A personal view from leader of East Devon District Council Paul Arnott.
On Monday night this week for the first time in years I watched the climax of the world snooker finals on BBC2 when Kyren Wilson prevailed over the dignified Jak Jones.
It took me back to growing up with a quarter-sized snooker table which could be pulled from behind a cupboard and balanced on the table in the dining room.
It bred a very odd technique in me and my teenage friends, like bonsai gardeners who thought they were lumberjacks. When a few years later we could go into pubs with full-size snooker tables, we found that our quarter-size slice shots and rocket powered potting often left us pitifully short of our aim on the seemingly huge baize surface.
We also learned harshly that snooker was more than a parlour game about potting balls; it was about thinking three steps ahead, building a defence in case you missed an ambitious pot and of course, which we simply never managed on our mini-Crucible in the dining room with half-length cues, snookering the other players.
Snooker at the highest level is about mental strength and character, but also about strategy.
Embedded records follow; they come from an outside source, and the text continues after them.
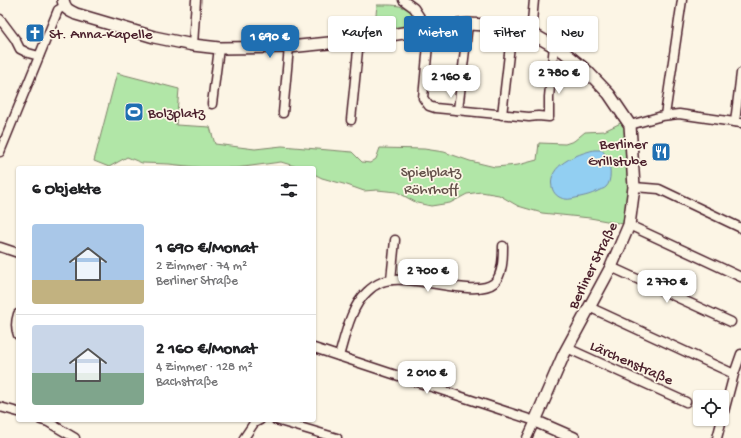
<!DOCTYPE html>
<html lang="de">
<meta charset="utf-8">
<style>
body{margin:0;font-family:"Gochi Hand",sans-serif;background:#f2f2f2;color:#202124;height:100vh;display:flex;flex-direction:column;font-size:15px;white-space:nowrap}
*{box-sizing:border-box;margin:0}
p{font-size:13px;color:#757577}
.icon{flex:none;width:22px;height:22px;fill:none;stroke:currentColor;stroke-width:2;stroke-linecap:round;stroke-linejoin:round}
.map{position:relative;flex:1;overflow:hidden}
.side{position:absolute;left:16px;top:166px;width:300px;height:256px;display:flex;flex-direction:column;background:#fff;border-radius:4px;box-shadow:0 1px 3px #0004}
.side>*{flex:none}
.banner{position:absolute;left:328px;top:16px;width:353px;height:36px;display:flex;gap:8px}
.tools{position:absolute;left:693px;top:390px;display:grid;gap:8px}
.tools a{display:grid;place-items:center;width:36px;height:36px;border-radius:4px;background:#fff;box-shadow:0 1px 3px #0004;font-size:20px}
.price{position:absolute;translate:-50% -34px;padding:0 9px;border-radius:8px;background:#fff;color:#222;font-size:13px;line-height:26px;filter:drop-shadow(0 1px 2px #0008)}
.price::after{content:'';position:absolute;left:50%;top:24px;width:12px;height:9px;margin-left:-6px;background:inherit;clip-path:polygon(0 0,100% 0,50% 100%)}
.price.selected{background:#1f6fb2;color:#fff}
ul{padding:0;list-style:none}
li{display:flex;align-items:center;gap:12px;height:100px;padding:0 16px}
li+li{border-top:1px solid #e0e0e0}
li span{display:grid;place-items:center;flex:none;width:112px;height:80px;border-radius:4px;color:#555}
li>.icon{margin-inline-start:auto}
span .icon{width:48px;height:48px;fill:#fffc;stroke-width:1}
li b{font-size:17px}
h2{display:flex;justify-content:space-between;align-items:center;height:48px;padding:0 16px;font-size:17px}
.pill{padding:0 14px;border-radius:4px;background:#fff;box-shadow:0 1px 3px #0004;font-size:14px;line-height:36px}
.pill.selected{background:#1f6fb2;color:#fff}
.map>svg:first-child{display:block}
</style>
<div class="map">
<svg width="741" height="438" viewBox="0 0 741 438">
<rect width="100%" height="100%" fill="#fcf5e5"/>
<filter id="ink" filterUnits="userSpaceOnUse"><feTurbulence type="fractalNoise" baseFrequency=".025" numOctaves="2"/><feDisplacementMap in="SourceGraphic" scale="8" xChannelSelector="R" yChannelSelector="G"/><feConvolveMatrix kernelMatrix="1 2 1 2 8 2 1 2 1" color-interpolation-filters="sRGB"/></filter>
<g filter="url(#ink)">
<g fill="#b1e6a7" stroke="#7e8269">
<path d="M377,5C393,5 398,4 413,11L414,22L409,28L374,33Z"/>
<path d="M117,73L179,89L176,125L210,127L215,144L255,149L282,146L352,152L362,162L370,163L376,159L380,148L424,149L444,152L470,161L495,167L518,165L537,160L539,143L565,144L574,141L585,132L604,131L627,120L630,125L629,225L590,218L561,215L542,213L518,206L499,195L481,192L467,194L450,203L431,206L417,203L397,192L377,190L364,191L347,185L322,178L314,174V168H301L281,162L236,168H205L169,164L142,163L127,157L109,167L94,161Z"/>
</g>
<path fill="#92cff2" stroke="#7589a2" d="M594,150H602C604,153 606,155 607,158C611,165 612,182 606,187C604,189 602,189 600,190C592,194 589,195 580,197C575,198 569,200 565,199C558,198 553,193 552,187C547,165 577,154 594,150Z"/>
<g fill="none" stroke-linecap="round" stroke-linejoin="round">
<g stroke="#4a1f2b" stroke-width="11">
<g id="street">
<path d="M403,0L414,8L425,25L426,29L428,45L423,98L429,106L435,108L529,117L538,116L549,117V97L554,45"/>
<path d="M0,19L15,39L20,49L28,53L39,56"/>
<path d="M531,33L534,0"/>
<path d="M193,45L196,0"/>
<path d="M212,104L219,48"/>
<path d="M458,110L468,24"/>
<path d="M283,113L289,47"/>
<path d="M502,115L512,28"/>
<path d="M665,115L682,0"/>
<path d="M351,120L359,40"/>
<path d="M735,122L741,73"/>
<path d="M630,125L662,116L679,114L741,123"/>
<path d="M0,152L58,10L65,6"/>
<path d="M634,187L659,189L741,228"/>
<path d="M629,225L741,277"/>
<path d="M0,247L18,253"/>
<path d="M611,267L731,322"/>
<path d="M391,280L395,240"/>
<path d="M589,307L734,374"/>
<path d="M18,314C16,320 15,328 18,335"/>
<path d="M314,348L535,421L527,438"/>
<path d="M567,348L686,402"/>
<path d="M339,356C345,336 351,306 367,292C371,288 377,284 382,282C409,272 475,299 494,283C503,275 503,257 503,246"/>
<path d="M0,407L18,412"/>
<path d="M41,420L48,422L75,438"/>
<path d="M276,420L337,438"/>
<path d="M244,438L254,423L260,420"/>
<path d="M717,438L734,374L741,354"/>
</g>
</g>
<g stroke="#4a1f2b" stroke-width="14">
<path id="secondary" d="M63,0C65,9 68,10 76,14L154,37L193,45L219,48L289,47L359,40L441,27L468,24L487,25L512,28L531,33L564,52L588,72L609,94L630,125L634,187L629,225L611,267L564,354L535,421L574,438"/>
</g>
<use href="#street" stroke="#fcf5e5" stroke-width="8"/>
<use href="#secondary" stroke="#fcf5e5" stroke-width="11"/>
</g>
</g>
<defs>
<g id="church-square" transform="scale(1)"><rect x="-9" y="-9" width="18" height="18" rx="4" fill="#1f6fb2" stroke="#fcf5e5"/><path d="M-1.2-6h2.4v3.5h3.3v2.4h-3.3V6h-2.4V-.1h-3.3v-2.4h3.3Z" fill="#fff"/></g>
<g id="stadium-square" transform="scale(1)"><rect x="-9" y="-9" width="18" height="18" rx="4" fill="#1f6fb2" stroke="#fcf5e5"/><path d="M0-5a6.5 5 0 1 0 0 10a6.5 5 0 1 0 0-10ZM-3.5-1.8h7v3.6h-7Z" fill="#fff"/></g>
<g id="restaurant-square" transform="scale(1)"><rect x="-9" y="-9" width="18" height="18" rx="4" fill="#1f6fb2" stroke="#fcf5e5"/><path d="M-5-6h1v4h1v-4h1v4h1v-4h1v5L-1.5 .5V6h-2V.5L-5-1ZM5-6V6H3V1.5H1.5Q1.5-4 5-6Z" fill="#fff"/></g>
</defs>
<g fill-rule="evenodd">
<use href="#church-square" x="35" y="33"/>
<use href="#stadium-square" x="134" y="112"/>
<use href="#restaurant-square" x="661" y="152"/>
</g>
<g text-anchor="middle" stroke-width="3.5" stroke-linejoin="round" paint-order="stroke">
<g font-size="15" fill="#4a1f2b" stroke="#fcf5e5" text-anchor="start">
<text x="49" y="38">St. Anna-Kapelle</text>
<text x="148" y="117">Bolzplatz</text>
<text x="647" y="148" text-anchor="end">Berliner<tspan x="647" dy="17">Grillstube</tspan></text>
</g>
<g font-size="15" fill="#64514a" stroke="#fcf5e5">
<text x="431" y="176">Spielplatz<tspan x="431" dy="17">Röhrhoff</tspan></text>
</g>
<g font-size="15" fill="#4a1f2b" stroke="#fcf5e5">
<text transform="translate(592 265) rotate(-64)" y="5">Berliner Straße</text>
<text transform="translate(632 362) rotate(24)" y="5">Lärchenstraße</text>
</g>
</g>
</svg>
<div class="tools">
<a><svg class="icon" aria-label="locate" viewBox="0 0 24 24"><circle cx="12" cy="12" r="6"/><path d="M12 2v4M12 18v4M2 12h4M18 12h4"/></svg></a>
</div>
<b class="price selected" style="left:270px;top:59px">1 690 €</b>
<b class="price" style="left:559px;top:95px">2 780 €</b>
<b class="price" style="left:451px;top:99px">2 160 €</b>
<b class="price" style="left:428px;top:293px">2 700 €</b>
<b class="price" style="left:667px;top:304px">2 770 €</b>
<b class="price" style="left:427px;top:395px">2 010 €</b>
<div class="banner">
<a class="pill">Kaufen</a>
<a class="pill selected">Mieten</a>
<a class="pill">Filter</a>
<a class="pill">Neu</a>
</div>
<section class="side">
<h2>6 Objekte<svg class="icon" aria-label="filters" viewBox="0 0 24 24"><path d="M4 7h16M4 17h16"/><circle cx="9" cy="7" r="2"/><circle cx="15" cy="17" r="2"/></svg></h2>
<ul>
<li><span style="background:linear-gradient(#a9c7e8 70%,#c2b280 0)"><svg class="icon" aria-label="home" viewBox="0 0 24 24"><path d="M3 11l9-7 9 7M6 9v11h12V9"/></svg></span><div><b>1 690 €/Monat</b><p>2 Zimmer · 74 m²</p><p>Berliner Straße</p></div></li>
<li><span style="background:linear-gradient(#c9d6e8 60%,#7fa58c 0)"><svg class="icon" aria-label="home" viewBox="0 0 24 24"><path d="M3 11l9-7 9 7M6 9v11h12V9"/></svg></span><div><b>2 160 €/Monat</b><p>4 Zimmer · 128 m²</p><p>Bachstraße</p></div></li>
</ul>
</section>
</div>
And so, it was watching the snooker final that I found myself for about half an hour paying minimal attention to where the brilliant players were potting the balls, sometimes from seemingly impossible positions, but focussing instead on only where the white ball went, from the moment it was played to the incredibly intelligent position it ended up, a whole line of tactics ready to flow from that.
I now offer a perhaps torturous analogy with the predicament of the many East Devon residents across the whole district who are worried that in the process of making the Local Plan, which government obliges us to do, the council is looking at Green Wedges and their future status. (A Green Wedge is a portion of land between existing communities which is not favoured as developable land because to build there would encourage coalescence between villages or towns.)
Quite understandably, local people who wish to conserve Green Wedges – and I was at the heart of a campaign to designate land between Colyford and Seaton as such a decade ago – are very worried that even considering their status as we develop the Local Plan risks de-designating some or all of the sites. This perceived threat is also being whipped up further by some seeking electoral gain.
However, from the many meetings I have attended with good councillors from all political backgrounds, none of them want de-designation to happen and are mature enough to realise that just discussing their future does not equate to a desire to abolish. It has now been agreed that the Green Wedges will be put out to public consultation, so that the council may take the current temperature of support for and against Green Wedge designation.
As a good snooker player realises, one simple pot of angry public objection or a publicity campaign will not win the game. The government has set the rules, and, like it or not, the people and councillors of East Devon need to control the white ball. This won’t be about valid and valiant speech-making; it will be about where local people and their elected representatives want to land in the end. By offering the matter out to public consultation, we have ensured the white ball is out there for local communities to play.
We genuinely need all those with an interest to take part. You can be certain that aspiring landowners and developers will.